- Leader: Nikolai Ryzhkov Sergey Baburin Yelena Shuvalova
- Founded: 18 July 1995
- Dissolved: 17 December 1995
- Succeeded by: Narodovlastie [ru]
- Ideology: Pochvennichestvo Social conservatism
- Political position: Left-wing
- Member parties: Russian All-People's Union Union of Officers Movement of Mothers "For Social Justice"
- Colours: Black Gold White
- Slogan: "Power to the People!" (Russian: "Власть — народу!", romanized: "Vlast' — narodu!")
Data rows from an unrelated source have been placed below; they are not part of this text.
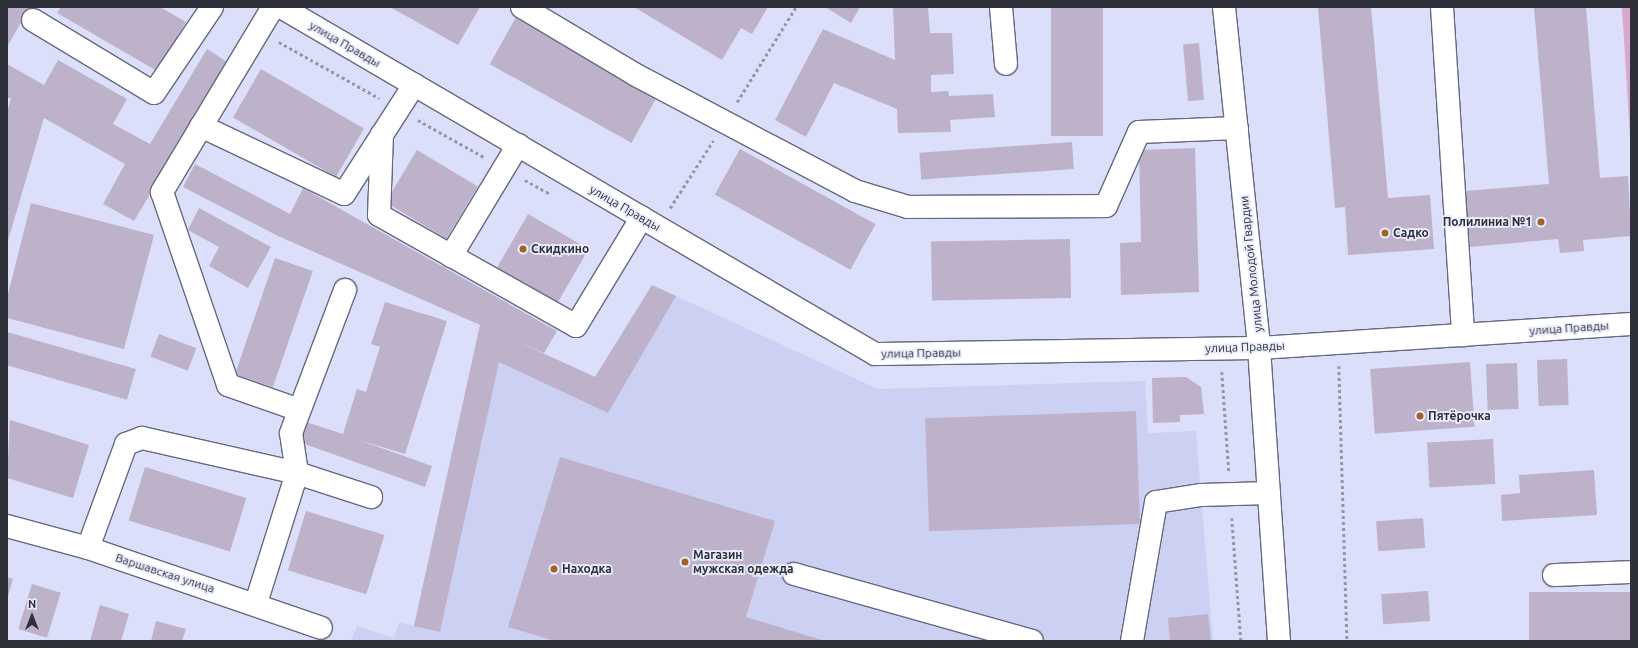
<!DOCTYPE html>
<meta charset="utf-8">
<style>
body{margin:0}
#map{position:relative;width:1638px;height:648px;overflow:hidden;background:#dbdffa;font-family:Ubuntu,sans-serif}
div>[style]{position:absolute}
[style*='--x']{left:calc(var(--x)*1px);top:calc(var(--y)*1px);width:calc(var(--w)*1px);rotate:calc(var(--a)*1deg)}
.built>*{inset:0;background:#ccd1f3}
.green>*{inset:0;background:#d9a6cd}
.building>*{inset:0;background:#beb2cb;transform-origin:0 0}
.path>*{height:2.5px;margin-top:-1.25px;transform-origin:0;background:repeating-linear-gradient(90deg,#9396aa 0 3px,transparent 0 6px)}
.roads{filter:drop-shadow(1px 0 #656980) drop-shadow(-1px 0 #656980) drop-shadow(0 1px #656980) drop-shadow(0 -1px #656980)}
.minor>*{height:22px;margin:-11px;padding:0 11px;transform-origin:11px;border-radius:11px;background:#fff}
.dots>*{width:11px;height:11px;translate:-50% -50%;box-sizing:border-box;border:2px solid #eaedfd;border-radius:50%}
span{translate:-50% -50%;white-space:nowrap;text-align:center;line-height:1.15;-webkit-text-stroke:3.5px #eaedfd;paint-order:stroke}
.street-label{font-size:12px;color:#2e303a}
.poi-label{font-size:12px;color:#2e303a;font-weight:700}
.right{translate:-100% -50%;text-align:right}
.left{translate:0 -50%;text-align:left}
.frame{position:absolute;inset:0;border:8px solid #2e303a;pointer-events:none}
.north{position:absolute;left:12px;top:596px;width:40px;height:40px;-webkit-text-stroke:3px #eaedfd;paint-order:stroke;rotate:0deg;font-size:11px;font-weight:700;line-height:16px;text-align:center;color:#2e303a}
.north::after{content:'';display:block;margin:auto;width:14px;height:18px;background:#2e303a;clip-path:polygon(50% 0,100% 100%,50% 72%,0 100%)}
</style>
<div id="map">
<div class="built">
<div style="clip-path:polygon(652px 285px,878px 389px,1145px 381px,1148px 433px,1196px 431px,1213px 641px,351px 641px,357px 626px,393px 638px,400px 622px,414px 626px,480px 325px,595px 377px)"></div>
</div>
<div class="green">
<div style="clip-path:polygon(1622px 7px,1631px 7px,1631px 152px)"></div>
</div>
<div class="building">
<div style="clip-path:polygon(7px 7px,30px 7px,7px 47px)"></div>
<div style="clip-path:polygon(61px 7px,160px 7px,186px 22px,157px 71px,57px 13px)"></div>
<div style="clip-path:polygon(390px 7px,480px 7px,458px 45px)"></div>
<div style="clip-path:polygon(634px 7px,768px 7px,752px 34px,741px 28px,722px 60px)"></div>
<div style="clip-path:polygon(825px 7px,860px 7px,851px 23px)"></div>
<div style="clip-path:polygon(893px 7px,928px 7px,930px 33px,952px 33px,954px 74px,931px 75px,931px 92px,948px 91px,949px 96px,993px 94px,995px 117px,950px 120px,951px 132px,898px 133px,897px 109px,834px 83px,806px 137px,775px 120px,823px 29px,895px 60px)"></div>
<div style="left:1051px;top:7px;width:52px;height:129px"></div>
<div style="clip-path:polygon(1318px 7px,1371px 7px,1388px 198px,1430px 195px,1434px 249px,1348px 255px,1345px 207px,1335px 208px)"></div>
<div style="clip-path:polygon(1534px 7px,1586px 7px,1600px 178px,1628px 176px,1631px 236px,1583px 240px,1584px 251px,1560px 253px,1558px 239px,1470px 247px,1465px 191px,1549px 184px)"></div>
<div style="left:516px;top:17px;width:162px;height:54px;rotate:29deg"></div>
<div style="left:1199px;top:43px;width:57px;height:16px;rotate:85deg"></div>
<div style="clip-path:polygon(207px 49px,229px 63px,134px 221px,103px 204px,125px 164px,44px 118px,7px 244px,7px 112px,11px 99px,7px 97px,7px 64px,44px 85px,58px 60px,127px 99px,113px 124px,150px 144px)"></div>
<div style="left:261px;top:69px;width:119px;height:56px;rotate:30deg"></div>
<div style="left:1072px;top:142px;width:27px;height:153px;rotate:86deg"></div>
<div style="clip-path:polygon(1195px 148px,1199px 292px,1121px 295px,1120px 243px,1141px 242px,1139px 150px)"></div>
<div style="left:740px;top:149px;width:155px;height:52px;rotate:29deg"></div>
<div style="left:417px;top:150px;width:71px;height:61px;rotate:31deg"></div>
<div style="clip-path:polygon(195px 164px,290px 214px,303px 188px,557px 331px,544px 353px,512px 339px,595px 377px,652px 285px,676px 296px,608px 413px,499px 362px,440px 632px,414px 626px,480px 325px,278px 236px,183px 187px)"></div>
<div style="clip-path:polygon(31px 203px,154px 235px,124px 349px,7px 318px,7px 298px)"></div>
<div style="clip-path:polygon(199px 208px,271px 247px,248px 288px,209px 266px,219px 247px,188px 230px)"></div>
<div style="left:528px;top:214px;width:70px;height:65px;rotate:30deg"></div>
<div style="left:1070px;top:239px;width:59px;height:139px;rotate:89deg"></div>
<div style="left:275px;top:258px;width:40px;height:123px;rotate:19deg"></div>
<div style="clip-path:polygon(385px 302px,447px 321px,405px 454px,359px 440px,432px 466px,425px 487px,299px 442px,306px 422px,343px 434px,357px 389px,366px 392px,380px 347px,371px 344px)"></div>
<div style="left:7px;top:332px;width:134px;height:32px;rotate:16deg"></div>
<div style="left:159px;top:334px;width:40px;height:24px;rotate:21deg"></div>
<div style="left:1567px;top:359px;width:46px;height:30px;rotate:88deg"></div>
<div style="left:1470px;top:362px;width:65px;height:100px;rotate:86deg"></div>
<div style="left:1517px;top:363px;width:46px;height:31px;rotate:88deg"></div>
<div style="clip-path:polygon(1186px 377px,1201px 387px,1204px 414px,1180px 415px,1180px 422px,1153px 423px,1152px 378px)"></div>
<div style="left:1136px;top:411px;width:113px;height:211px;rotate:88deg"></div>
<div style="clip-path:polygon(10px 420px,89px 445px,73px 498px,7px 478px)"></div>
<div style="left:1493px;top:439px;width:45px;height:66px;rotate:87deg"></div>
<div style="clip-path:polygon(560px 457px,775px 521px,746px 617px,825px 641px,555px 641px,508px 627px)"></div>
<div style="left:145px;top:467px;width:106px;height:56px;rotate:17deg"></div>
<div style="clip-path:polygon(1594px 470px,1597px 515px,1502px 521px,1501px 495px,1520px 493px,1519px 475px)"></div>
<div style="left:306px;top:511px;width:82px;height:62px;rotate:17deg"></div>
<div style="left:1423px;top:518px;width:30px;height:47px;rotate:86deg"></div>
<div style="clip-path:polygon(7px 577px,13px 579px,7px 600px)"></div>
<div style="left:32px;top:584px;width:30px;height:47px;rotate:17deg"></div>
<div style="left:1428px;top:591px;width:30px;height:47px;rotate:86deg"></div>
<div style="left:1631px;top:592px;width:49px;height:102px;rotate:90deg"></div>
<div style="clip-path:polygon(100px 605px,129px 614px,121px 641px,90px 641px)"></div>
<div style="clip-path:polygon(1208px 614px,1211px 641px,1170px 641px,1168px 618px)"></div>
<div style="clip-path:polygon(156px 621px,186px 629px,182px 641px,151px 641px)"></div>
</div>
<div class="path">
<div style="--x:279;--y:42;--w:115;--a:29.2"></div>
<div style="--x:737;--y:102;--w:112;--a:-58.2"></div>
<div style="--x:418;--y:120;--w:76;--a:29.3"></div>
<div style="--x:525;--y:180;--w:29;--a:29"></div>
<div style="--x:670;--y:208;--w:80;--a:-57.3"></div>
<div style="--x:1339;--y:366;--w:275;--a:88.3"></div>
<div style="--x:1222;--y:372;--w:99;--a:86"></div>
<div style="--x:1232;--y:518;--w:123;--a:85.8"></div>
</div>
<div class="roads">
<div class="minor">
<div style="--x:273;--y:7;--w:216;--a:121"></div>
<div style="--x:162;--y:192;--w:204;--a:71.1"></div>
<div style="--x:228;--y:385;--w:75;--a:19.4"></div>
<div style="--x:281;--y:7;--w:688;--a:30.29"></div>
<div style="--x:875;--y:354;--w:384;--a:-0.9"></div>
<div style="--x:1259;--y:348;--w:373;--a:-3.7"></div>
<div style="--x:522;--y:7;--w:133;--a:30.8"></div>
<div style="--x:636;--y:75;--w:248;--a:27.9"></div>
<div style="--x:855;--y:191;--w:55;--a:16.8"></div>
<div style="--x:908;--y:207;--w:198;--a:-0.3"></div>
<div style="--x:1106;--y:206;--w:81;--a:-66"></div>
<div style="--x:1139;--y:132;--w:98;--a:-2.3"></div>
<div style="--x:1001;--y:7;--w:57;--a:85"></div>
<div style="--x:1224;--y:7;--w:343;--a:84.1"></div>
<div style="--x:1259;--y:348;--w:294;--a:86.1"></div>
<div style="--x:1442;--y:7;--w:329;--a:86.3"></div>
<div style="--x:33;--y:20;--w:141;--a:31.1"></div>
<div style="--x:154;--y:93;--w:104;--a:-56"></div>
<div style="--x:201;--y:126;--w:158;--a:25.4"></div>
<div style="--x:344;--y:194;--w:130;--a:-57.3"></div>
<div style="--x:382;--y:134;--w:81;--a:92.1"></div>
<div style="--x:379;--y:215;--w:226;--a:29.4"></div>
<div style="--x:576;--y:326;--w:127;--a:-58.8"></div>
<div style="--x:451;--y:256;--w:130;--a:-58.9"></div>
<div style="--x:7;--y:526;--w:84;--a:15.2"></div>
<div style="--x:88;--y:548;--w:246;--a:18.9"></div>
<div style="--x:88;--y:548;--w:111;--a:-69.9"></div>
<div style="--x:126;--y:444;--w:17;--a:-21"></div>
<div style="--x:142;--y:438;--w:159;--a:12.7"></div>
<div style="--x:297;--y:473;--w:40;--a:-98.5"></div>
<div style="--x:291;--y:433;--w:153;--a:-69.3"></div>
<div style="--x:794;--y:574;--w:247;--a:15.7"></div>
<div style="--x:1554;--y:575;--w:77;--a:-2.2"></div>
<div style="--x:256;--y:603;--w:136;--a:-72.5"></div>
<div style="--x:297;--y:473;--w:78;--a:18"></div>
<div style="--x:1132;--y:641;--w:141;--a:-80.2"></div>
<div style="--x:1156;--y:502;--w:46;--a:-8.8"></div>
<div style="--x:1201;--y:495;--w:68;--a:-1.7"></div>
</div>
</div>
<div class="dots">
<div style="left:1541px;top:222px;background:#a16229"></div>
<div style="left:1385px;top:233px;background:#a16229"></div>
<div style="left:523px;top:249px;background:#a16229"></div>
<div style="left:1420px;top:416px;background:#a16229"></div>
<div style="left:685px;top:562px;background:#a16229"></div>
<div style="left:554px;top:569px;background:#a16229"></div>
</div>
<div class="street-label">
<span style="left:345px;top:44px;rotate:30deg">улица Правды</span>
<span style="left:625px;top:208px;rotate:30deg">улица Правды</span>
<span style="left:1251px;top:264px;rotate:-96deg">улица Молодой Гвардии</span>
<span style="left:1569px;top:328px;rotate:-4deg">улица Правды</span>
<span style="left:1245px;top:347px;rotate:-2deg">улица Правды</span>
<span style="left:921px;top:353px;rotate:-1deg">улица Правды</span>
<span style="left:165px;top:573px;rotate:18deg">Варшавская улица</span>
</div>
<div class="poi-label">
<span class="right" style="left:1532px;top:222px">Полилиниа №1</span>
<span class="left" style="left:1393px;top:233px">Садко</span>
<span class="left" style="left:531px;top:249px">Скидкино</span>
<span class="left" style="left:1428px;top:416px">Пятёрочка</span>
<span class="left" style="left:693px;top:562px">Магазин<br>мужская одежда</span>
<span class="left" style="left:562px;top:569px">Находка</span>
</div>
<div class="frame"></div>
<div class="north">N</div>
</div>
= Power to the People (Russia) =

The People's Patriotic Movement "Power to the People!" (Народно-патриотическое движение «Власть — народу!»; Narodno-patrioticheskoye dvizheniye «Vlast' — narodu!») was a political alliance in Russia.

==History==
Power to the People! was established in 1995 as an alliance of several groups, including the Russian All-People's Union, the For Social Equality movement, and the Popular Movement "Union". In the 1995 Russian legislative election, the alliance received 1.6% of the proportional representation vote, failing to cross the electoral threshold; it won nine constituency seats in the State Duma, and sided with other deputies in the Narodovlastie faction. The party did not contest any further elections; the Russian All-People's Union contested the 1999 Russian legislative election alone, winning two seats.